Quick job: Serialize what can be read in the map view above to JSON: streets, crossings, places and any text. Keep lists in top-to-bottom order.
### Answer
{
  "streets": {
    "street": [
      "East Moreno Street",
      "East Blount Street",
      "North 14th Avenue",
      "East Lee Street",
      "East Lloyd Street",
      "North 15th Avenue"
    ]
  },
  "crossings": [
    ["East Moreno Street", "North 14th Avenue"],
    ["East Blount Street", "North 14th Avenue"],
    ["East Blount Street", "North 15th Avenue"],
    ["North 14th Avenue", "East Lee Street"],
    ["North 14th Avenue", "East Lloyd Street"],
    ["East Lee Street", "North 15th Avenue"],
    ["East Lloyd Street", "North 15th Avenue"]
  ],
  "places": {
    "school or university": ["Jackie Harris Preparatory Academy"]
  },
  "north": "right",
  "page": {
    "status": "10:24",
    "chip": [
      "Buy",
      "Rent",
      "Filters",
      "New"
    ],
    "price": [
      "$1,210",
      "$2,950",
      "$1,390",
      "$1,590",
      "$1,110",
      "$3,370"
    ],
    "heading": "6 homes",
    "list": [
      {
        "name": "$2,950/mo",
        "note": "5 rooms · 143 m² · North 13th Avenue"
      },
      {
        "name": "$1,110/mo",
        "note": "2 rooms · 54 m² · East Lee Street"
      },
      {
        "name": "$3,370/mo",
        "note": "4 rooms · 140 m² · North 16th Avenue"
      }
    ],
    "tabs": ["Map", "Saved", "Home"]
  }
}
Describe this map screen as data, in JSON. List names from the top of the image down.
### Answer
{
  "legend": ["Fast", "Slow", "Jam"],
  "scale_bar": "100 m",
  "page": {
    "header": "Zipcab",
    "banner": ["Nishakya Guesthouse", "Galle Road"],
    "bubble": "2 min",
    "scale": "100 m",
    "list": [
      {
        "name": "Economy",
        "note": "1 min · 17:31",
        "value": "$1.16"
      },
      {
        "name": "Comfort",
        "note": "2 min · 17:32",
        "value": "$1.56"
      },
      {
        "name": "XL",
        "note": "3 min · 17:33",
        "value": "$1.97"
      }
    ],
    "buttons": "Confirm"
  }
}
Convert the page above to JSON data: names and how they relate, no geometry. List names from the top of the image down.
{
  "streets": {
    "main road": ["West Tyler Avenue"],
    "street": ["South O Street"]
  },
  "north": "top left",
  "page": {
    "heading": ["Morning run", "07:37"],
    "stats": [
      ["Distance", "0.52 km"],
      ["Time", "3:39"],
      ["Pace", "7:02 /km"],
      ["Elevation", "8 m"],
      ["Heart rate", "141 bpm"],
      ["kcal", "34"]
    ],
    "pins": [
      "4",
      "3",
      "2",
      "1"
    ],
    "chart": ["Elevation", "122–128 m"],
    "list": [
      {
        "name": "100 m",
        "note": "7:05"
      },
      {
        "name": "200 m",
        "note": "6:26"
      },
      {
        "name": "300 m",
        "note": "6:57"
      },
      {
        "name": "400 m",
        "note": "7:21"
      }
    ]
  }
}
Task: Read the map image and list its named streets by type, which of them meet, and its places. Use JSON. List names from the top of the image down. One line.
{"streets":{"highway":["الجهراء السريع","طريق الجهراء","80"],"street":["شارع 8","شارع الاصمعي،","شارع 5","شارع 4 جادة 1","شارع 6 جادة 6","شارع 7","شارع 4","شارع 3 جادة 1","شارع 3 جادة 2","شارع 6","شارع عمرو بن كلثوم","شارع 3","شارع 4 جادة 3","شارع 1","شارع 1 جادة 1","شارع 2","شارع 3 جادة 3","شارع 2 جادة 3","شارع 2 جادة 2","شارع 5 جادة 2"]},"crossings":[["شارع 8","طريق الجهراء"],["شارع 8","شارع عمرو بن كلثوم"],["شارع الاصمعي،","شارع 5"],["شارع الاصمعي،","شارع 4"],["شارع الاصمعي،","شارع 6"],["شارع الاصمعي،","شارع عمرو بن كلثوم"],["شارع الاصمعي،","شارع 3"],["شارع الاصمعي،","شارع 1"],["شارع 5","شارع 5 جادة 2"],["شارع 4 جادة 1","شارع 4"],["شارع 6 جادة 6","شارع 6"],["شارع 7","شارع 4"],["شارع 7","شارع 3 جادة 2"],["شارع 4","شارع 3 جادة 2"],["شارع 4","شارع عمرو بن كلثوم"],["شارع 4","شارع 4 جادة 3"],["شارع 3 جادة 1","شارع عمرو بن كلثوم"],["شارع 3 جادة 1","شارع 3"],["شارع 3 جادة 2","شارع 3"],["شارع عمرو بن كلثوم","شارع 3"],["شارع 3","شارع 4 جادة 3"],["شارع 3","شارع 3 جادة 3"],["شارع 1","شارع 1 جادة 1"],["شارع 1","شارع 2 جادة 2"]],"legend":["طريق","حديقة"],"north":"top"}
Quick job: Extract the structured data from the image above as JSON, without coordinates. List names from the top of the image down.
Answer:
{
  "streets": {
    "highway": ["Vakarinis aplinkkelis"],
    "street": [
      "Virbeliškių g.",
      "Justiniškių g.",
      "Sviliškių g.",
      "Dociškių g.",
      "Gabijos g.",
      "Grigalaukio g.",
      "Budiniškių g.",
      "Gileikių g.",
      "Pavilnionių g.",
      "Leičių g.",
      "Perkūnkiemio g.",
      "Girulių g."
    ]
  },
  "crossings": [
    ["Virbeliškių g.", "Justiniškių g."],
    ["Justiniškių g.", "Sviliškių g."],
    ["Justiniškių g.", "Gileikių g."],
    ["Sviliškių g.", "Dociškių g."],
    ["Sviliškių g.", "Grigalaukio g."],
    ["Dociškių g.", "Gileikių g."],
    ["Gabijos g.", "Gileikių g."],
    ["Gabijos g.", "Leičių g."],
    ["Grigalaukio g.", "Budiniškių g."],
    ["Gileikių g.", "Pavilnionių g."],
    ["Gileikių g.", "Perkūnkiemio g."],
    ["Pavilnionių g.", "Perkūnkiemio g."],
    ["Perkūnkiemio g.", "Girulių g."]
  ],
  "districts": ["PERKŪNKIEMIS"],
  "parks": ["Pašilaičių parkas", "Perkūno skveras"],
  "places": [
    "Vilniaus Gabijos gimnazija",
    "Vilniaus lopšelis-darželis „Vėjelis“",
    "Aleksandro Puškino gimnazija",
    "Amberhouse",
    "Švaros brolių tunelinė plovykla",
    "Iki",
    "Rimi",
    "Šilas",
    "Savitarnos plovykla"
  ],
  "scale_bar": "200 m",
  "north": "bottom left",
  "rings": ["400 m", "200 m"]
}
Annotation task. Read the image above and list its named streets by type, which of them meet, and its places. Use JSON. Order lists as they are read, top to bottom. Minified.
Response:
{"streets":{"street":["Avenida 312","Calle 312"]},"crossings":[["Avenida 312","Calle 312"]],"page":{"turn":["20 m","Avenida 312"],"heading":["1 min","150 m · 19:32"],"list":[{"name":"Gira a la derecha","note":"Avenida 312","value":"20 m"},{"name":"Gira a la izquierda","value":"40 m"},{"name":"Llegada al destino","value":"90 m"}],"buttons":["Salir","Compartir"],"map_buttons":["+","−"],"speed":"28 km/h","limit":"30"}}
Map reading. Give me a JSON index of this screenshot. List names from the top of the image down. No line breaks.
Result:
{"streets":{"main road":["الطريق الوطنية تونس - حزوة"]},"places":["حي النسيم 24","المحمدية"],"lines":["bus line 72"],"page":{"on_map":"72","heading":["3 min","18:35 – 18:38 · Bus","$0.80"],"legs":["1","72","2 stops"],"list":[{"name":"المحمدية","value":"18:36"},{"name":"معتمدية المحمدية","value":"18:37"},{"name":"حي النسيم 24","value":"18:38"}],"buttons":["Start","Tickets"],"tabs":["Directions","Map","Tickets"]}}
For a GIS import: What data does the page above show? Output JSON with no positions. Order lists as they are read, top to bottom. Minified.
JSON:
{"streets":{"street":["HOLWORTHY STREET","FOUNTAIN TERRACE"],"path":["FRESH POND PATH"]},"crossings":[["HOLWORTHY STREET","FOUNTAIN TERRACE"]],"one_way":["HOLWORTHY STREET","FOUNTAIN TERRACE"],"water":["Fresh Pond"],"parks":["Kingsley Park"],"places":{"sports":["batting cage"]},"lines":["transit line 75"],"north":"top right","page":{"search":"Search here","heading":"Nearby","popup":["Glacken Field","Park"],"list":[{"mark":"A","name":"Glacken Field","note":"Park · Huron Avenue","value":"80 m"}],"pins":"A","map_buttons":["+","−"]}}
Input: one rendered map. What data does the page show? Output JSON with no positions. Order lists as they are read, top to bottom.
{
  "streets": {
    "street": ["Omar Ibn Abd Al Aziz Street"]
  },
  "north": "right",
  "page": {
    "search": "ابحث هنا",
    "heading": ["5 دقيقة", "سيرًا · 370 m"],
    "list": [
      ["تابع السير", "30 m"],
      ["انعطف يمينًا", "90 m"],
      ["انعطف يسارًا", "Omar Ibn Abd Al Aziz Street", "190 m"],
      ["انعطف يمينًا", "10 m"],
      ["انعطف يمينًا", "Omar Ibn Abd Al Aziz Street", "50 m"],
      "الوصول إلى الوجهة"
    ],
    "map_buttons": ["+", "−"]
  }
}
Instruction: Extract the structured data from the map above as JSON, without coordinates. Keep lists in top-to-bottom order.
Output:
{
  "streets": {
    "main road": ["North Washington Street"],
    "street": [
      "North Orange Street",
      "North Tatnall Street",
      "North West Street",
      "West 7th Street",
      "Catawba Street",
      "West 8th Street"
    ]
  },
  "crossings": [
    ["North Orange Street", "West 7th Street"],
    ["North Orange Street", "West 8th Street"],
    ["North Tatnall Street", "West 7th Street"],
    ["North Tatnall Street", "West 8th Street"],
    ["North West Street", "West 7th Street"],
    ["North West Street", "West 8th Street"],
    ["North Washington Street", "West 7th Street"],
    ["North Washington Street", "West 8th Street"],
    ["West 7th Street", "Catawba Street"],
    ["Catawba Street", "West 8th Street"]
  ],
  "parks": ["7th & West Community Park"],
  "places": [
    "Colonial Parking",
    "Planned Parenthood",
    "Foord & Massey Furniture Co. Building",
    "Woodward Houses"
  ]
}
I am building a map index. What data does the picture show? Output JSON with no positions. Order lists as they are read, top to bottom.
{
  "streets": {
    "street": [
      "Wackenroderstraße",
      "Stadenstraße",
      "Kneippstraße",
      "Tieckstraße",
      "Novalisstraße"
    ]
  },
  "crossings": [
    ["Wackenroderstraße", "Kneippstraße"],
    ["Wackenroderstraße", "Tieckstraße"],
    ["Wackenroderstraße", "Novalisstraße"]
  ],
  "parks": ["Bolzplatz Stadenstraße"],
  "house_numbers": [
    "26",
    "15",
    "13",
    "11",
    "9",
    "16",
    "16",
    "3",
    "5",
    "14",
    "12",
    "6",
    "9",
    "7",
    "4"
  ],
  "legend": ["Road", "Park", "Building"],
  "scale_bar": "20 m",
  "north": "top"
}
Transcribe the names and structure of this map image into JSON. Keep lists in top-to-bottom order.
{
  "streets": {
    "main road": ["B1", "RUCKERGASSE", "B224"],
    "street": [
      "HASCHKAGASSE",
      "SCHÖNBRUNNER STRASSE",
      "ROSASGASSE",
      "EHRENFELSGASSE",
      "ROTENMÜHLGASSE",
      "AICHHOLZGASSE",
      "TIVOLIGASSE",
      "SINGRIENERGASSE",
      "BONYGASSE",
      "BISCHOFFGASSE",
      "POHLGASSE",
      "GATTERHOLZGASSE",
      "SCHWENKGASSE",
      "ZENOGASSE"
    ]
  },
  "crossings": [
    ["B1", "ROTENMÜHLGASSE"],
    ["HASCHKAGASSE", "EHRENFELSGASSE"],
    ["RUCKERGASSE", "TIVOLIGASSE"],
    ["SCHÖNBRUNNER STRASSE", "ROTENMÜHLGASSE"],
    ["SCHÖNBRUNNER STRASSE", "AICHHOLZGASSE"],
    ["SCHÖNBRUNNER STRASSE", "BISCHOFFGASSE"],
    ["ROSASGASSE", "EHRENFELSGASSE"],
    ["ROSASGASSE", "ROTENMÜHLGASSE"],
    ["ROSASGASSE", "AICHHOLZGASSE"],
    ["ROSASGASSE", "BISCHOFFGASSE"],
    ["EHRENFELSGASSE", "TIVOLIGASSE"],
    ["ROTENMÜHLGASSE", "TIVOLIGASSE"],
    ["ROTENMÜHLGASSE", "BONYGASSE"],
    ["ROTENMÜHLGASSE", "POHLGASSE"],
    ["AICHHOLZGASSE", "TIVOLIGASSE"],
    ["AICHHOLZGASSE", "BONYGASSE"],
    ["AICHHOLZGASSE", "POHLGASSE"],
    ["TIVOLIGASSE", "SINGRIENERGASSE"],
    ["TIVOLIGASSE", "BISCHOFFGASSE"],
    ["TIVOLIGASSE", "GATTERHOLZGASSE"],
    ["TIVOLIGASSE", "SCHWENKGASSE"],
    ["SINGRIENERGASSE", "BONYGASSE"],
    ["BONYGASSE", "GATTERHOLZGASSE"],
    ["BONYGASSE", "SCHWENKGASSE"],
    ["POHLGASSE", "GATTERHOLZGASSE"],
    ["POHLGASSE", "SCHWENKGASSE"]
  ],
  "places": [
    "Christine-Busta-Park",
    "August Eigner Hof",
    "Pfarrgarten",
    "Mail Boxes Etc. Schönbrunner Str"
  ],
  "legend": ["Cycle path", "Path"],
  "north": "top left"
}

■ EXERCISE DETAILS:
State in a single number how many lines in the data include the word "Washington".

■ ANSWER BOX:
3